ポリグルタミン脊髄小脳失調症は、各原因遺伝子のコード領域内のトリヌクレオチドCAG路の変異によって引き起こされる6つの神経変性疾患のグループです。この変異によりタンパク質内に異常に拡大したポリグルタミンの伸縮が生じ、凝集しやすくなり、神経内包摂物の形成が起こります。これはこれらの疾患の特徴です。これらの疾患の病因の分子メカニズムは複雑で、完全には解明されていません。しかし、これらの病気は今のところ治療法が依然として存在しています。脆弱な脳領域における分子メカニズムの理解は治療開発に不可欠です。選択的脆弱性には対処しなくても、複数のトランスジェニック系統を生成する時間とコストを抑えつつ、柔軟で地域特異的な実験プラットフォームを迅速に試験する必要があります。近年、私たちや他の研究者は、脳の特定領域における拡大タンパク質発現の影響を研究するために、いくつかのレンチウイルスベースのモデルを開発してきました。これらのモデルは、一部の疾患の特徴を模倣する神経病理学的および行動的特徴を示し、病因の理解や新たな治療戦略の開発において重要であることを強調しています。本論文では、SCA2を例として線条体モデルの開発を説明します。レンチウイルスベクターの開発と産生、そして病原タンパク質であるアタキシン-2の拡張型を発現させるベクターの立体注射を強調します。最後に、我々は二つの主要な神経病理学的特徴、すなわち包有物の形成と神経マーカーの喪失を特徴付けます。これらの主要な病理的特徴を再現する管理されたプラットフォームを提供することで、このモデルは神経変性の領域特異的なメカニズムを解明し、標的治療介入を評価するための貴重なツールを提供します。

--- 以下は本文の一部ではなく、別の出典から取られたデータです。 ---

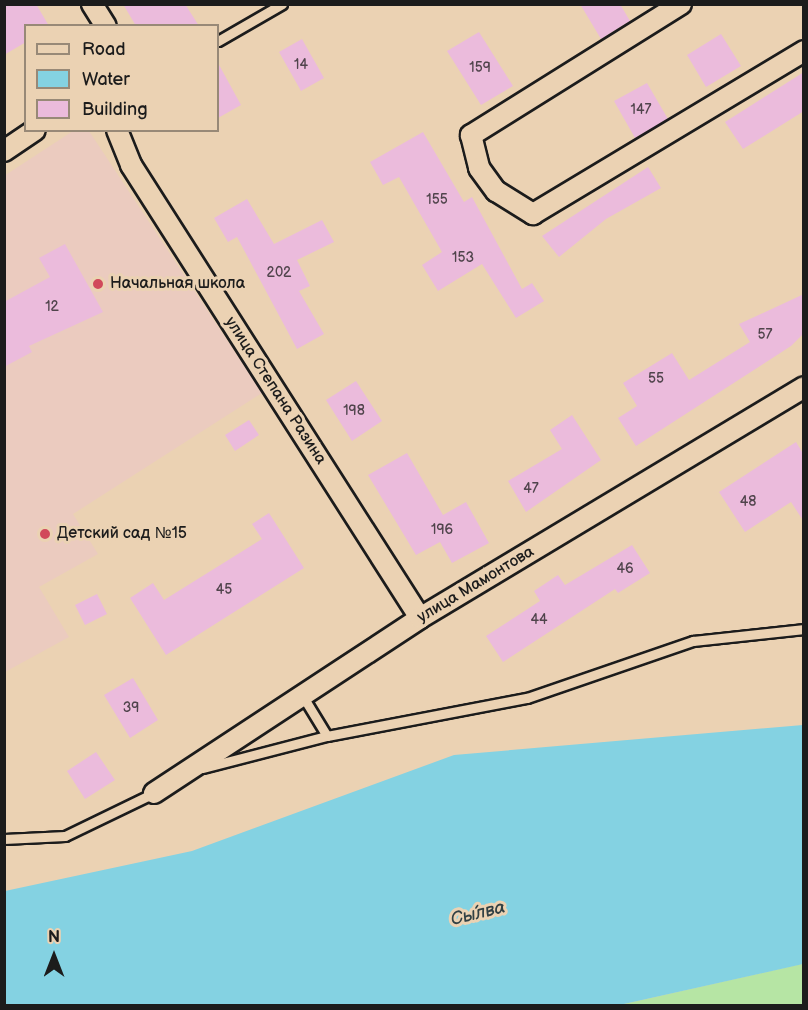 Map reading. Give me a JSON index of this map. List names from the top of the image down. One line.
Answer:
{"streets":{"street":["улица Степана Разина","улица Мамонтова"]},"crossings":[["улица Степана Разина","улица Мамонтова"]],"water":["Сы́лва"],"places":["Начальная школа","Детский сад №15"],"house_numbers":["14","159","147","155","153","202","12","57","55","198","47","48","196","46","45","44","39"],"legend":["Road","Water","Building"],"north":"top"} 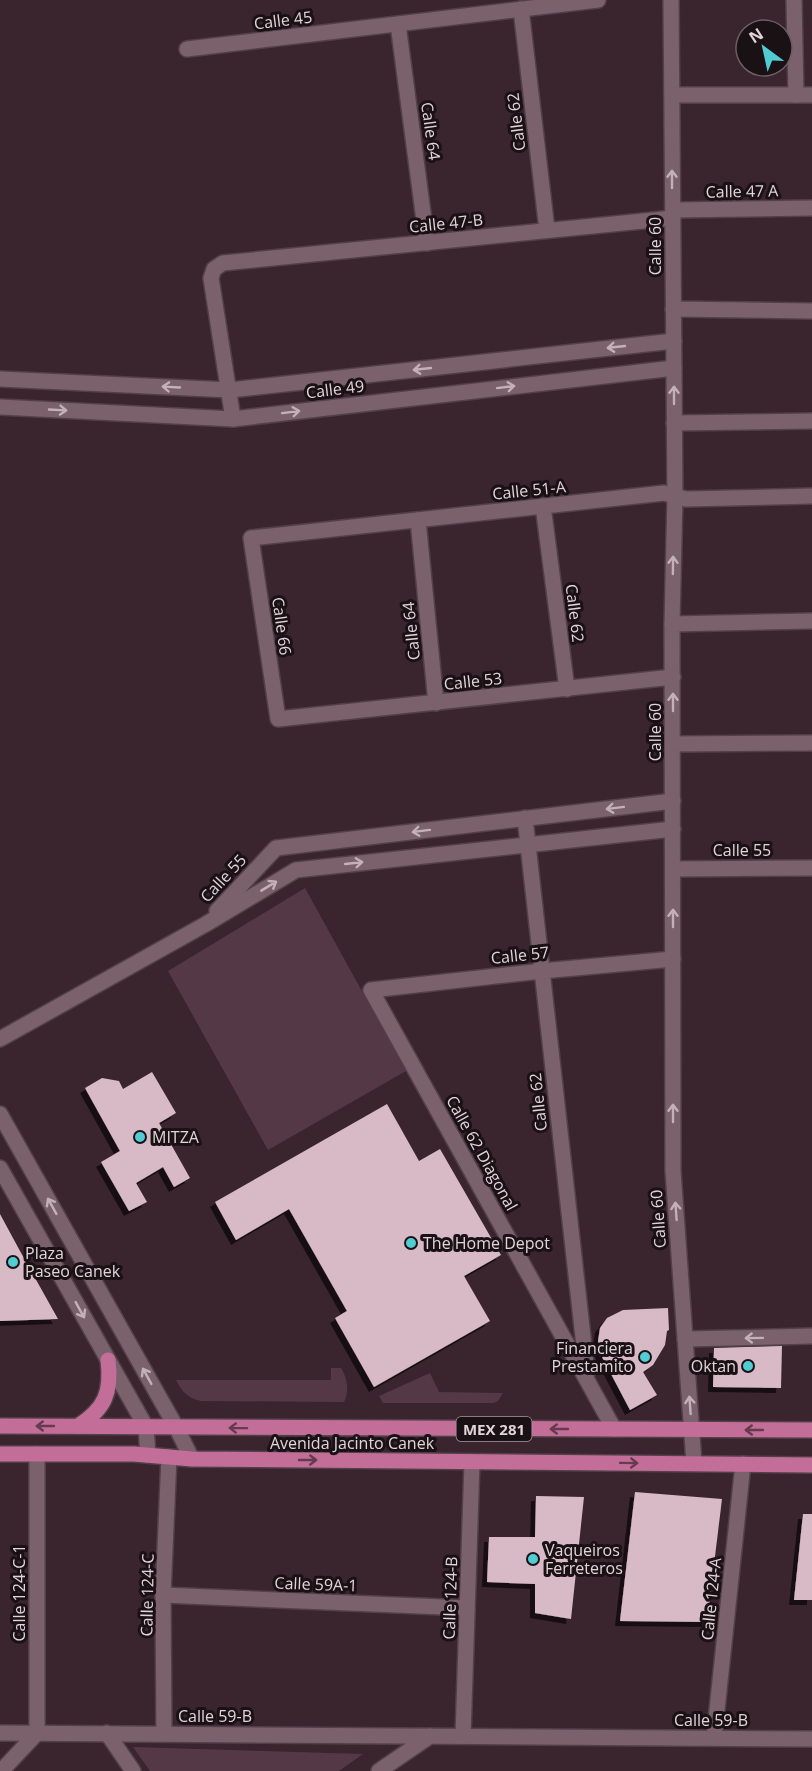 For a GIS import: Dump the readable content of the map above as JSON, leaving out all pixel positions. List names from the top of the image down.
{
  "streets": {
    "main road": ["MEX 281", "Avenida Jacinto Canek"],
    "street": [
      "Calle 45",
      "Calle 62",
      "Calle 64",
      "Calle 47 A",
      "Calle 47-B",
      "Calle 60",
      "Calle 49",
      "Calle 51-A",
      "Calle 66",
      "Calle 53",
      "Calle 55",
      "Calle 57",
      "Calle 62 Diagonal",
      "Calle 59A-1",
      "Calle 124-C-1",
      "Calle 124-C",
      "Calle 124-B",
      "Calle 124-A",
      "Calle 59-B"
    ]
  },
  "crossings": [
    ["Calle 45", "Calle 62"],
    ["Calle 45", "Calle 64"],
    ["Calle 62", "Calle 47-B"],
    ["Calle 62", "Calle 51-A"],
    ["Calle 62", "Calle 53"],
    ["Calle 62", "Calle 55"],
    ["Calle 62", "Calle 57"],
    ["Calle 62", "Calle 62 Diagonal"],
    ["Calle 64", "Calle 47-B"],
    ["Calle 64", "Calle 51-A"],
    ["Calle 64", "Calle 53"],
    ["Calle 47 A", "Calle 47-B"],
    ["Calle 47 A", "Calle 60"],
    ["Calle 47-B", "Calle 60"],
    ["Calle 47-B", "Calle 49"],
    ["Calle 60", "Calle 49"],
    ["Calle 60", "Calle 51-A"],
    ["Calle 60", "Calle 53"],
    ["Calle 60", "Calle 55"],
    ["Calle 60", "Calle 57"],
    ["Calle 60", "Avenida Jacinto Canek"],
    ["Calle 51-A", "Calle 66"],
    ["Calle 66", "Calle 53"],
    ["Calle 57", "Calle 62 Diagonal"],
    ["Calle 62 Diagonal", "Avenida Jacinto Canek"],
    ["Avenida Jacinto Canek", "Calle 124-C-1"],
    ["Avenida Jacinto Canek", "Calle 124-C"],
    ["Avenida Jacinto Canek", "Calle 124-B"],
    ["Avenida Jacinto Canek", "Calle 124-A"],
    ["Calle 59A-1", "Calle 124-C"],
    ["Calle 59A-1", "Calle 124-B"],
    ["Calle 124-C-1", "Calle 59-B"],
    ["Calle 124-C", "Calle 59-B"],
    ["Calle 124-B", "Calle 59-B"],
    ["Calle 124-A", "Calle 59-B"]
  ],
  "one_way": ["Calle 60"],
  "places": [
    "MITZA",
    "The Home Depot",
    "Plaza Paseo Canek",
    "Financiera Prestamito",
    "Oktan",
    "Vaqueiros Ferreteros"
  ],
  "north": "top left"
}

ポリグルタミン脊髄小脳運動失調症(polyQ SCAs)は、CAGトリヌクレオチドの繰り返し増殖が原因遺伝子内で増加し、コードタンパク質内に有毒なポリグルタミン(polyQ)路を引き起こすため、6つの常染色体優性神経変性疾患のグループです。その中でも最も一般的なpolyQ SCAはSCA3/マチャド・ジョセフ病とSCA22です。これらの疾患は主に、小脳や脳幹を含む特定の脳領域の神経細胞、さらに線条体やその他の領域に影響を及ぼします。その結果、進行性の運動協調不全、歩行障害、重度の神経変性、早死を引き起こします3。

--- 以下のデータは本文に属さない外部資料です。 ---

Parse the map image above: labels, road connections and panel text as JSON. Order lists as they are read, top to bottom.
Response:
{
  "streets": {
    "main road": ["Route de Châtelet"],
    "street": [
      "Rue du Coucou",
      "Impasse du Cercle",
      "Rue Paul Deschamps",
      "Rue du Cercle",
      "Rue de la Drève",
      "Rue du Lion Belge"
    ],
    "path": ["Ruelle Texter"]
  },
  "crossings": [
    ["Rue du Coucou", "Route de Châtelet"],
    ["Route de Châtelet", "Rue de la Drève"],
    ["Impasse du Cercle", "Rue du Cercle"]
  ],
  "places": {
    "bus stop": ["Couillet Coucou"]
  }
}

ポリQ SCAの研究や治療アプローチの検証のために、複数の動物モデルが開発されています。トランスジェニックマウス、ノックインライン、条件付き発現マウスモデルを用いて、疾患進行の分子基盤や関与する細胞経路を明らかにしています。しかし、新しい疾患動物モデルの作成は時間とコストがかかり、疾患の病因における脳の領域関与の研究には適さないことが多い6。

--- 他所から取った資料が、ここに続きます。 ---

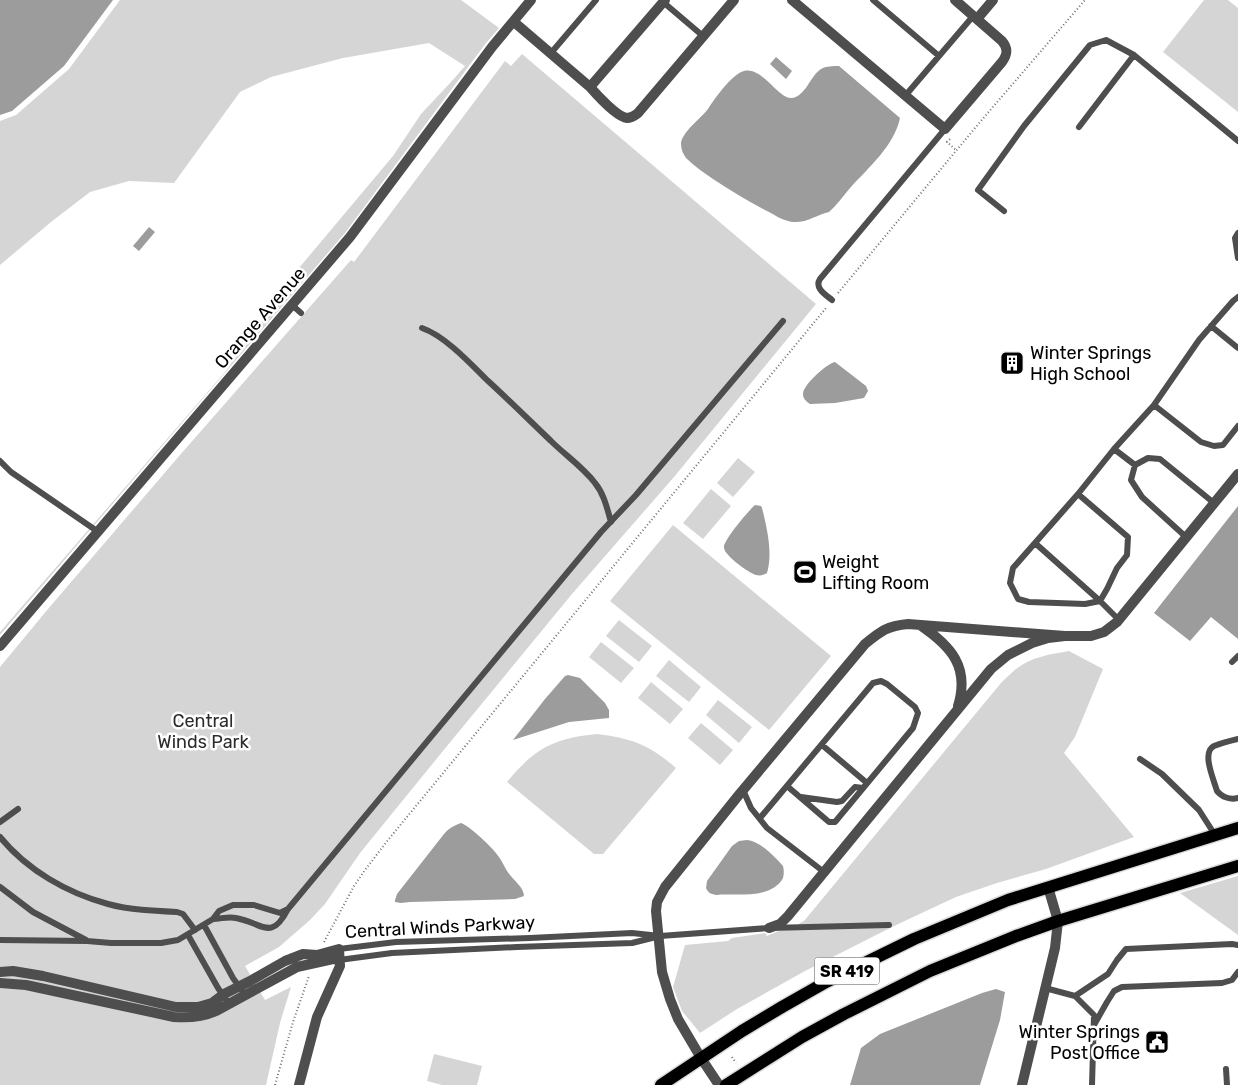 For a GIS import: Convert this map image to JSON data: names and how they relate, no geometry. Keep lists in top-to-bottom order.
{
  "streets": {
    "main road": ["SR 419"],
    "street": ["Orange Avenue", "Central Winds Parkway"]
  },
  "parks": ["Central Winds Park"],
  "places": {
    "building": ["Winter Springs High School"],
    "sports": ["Weight Lifting Room"],
    "public building": ["Winter Springs Post Office"]
  }
}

レンチウイルス(LV)ベースのマウスモデルは、従来のモデルに対する補完的な代替手段を提供し、コストが抑えられ、脳の特定領域を研究できる可能性も備えています7,8。レンチウイルスベクターは最大8 kbの大型トランスジーンを送達可能にし、生殖細胞系修飾を必要とせずに特定の脳領域で病理を迅速に誘導し、異なる年齢の動物にも使用できます。レンチウイルスベクターを標的脳領域に直接注入することで、他のウイルスベクターと比べて免疫原性が低い病原性または治療用遺伝子の領域特異的発現を実現できます4。さらに、出生後の分娩は、より人間発症に近い条件下で疾患メカニズムを調査するための発達補償を回避します。発現レベルはウイルス用量を調整し、重症度の制御された表現型を作成し、段階的な疾患進行のモデリングを促進することで調整できます。さらに、この方法は選択したプロモーターに依存する細胞型特異的発現を可能にします。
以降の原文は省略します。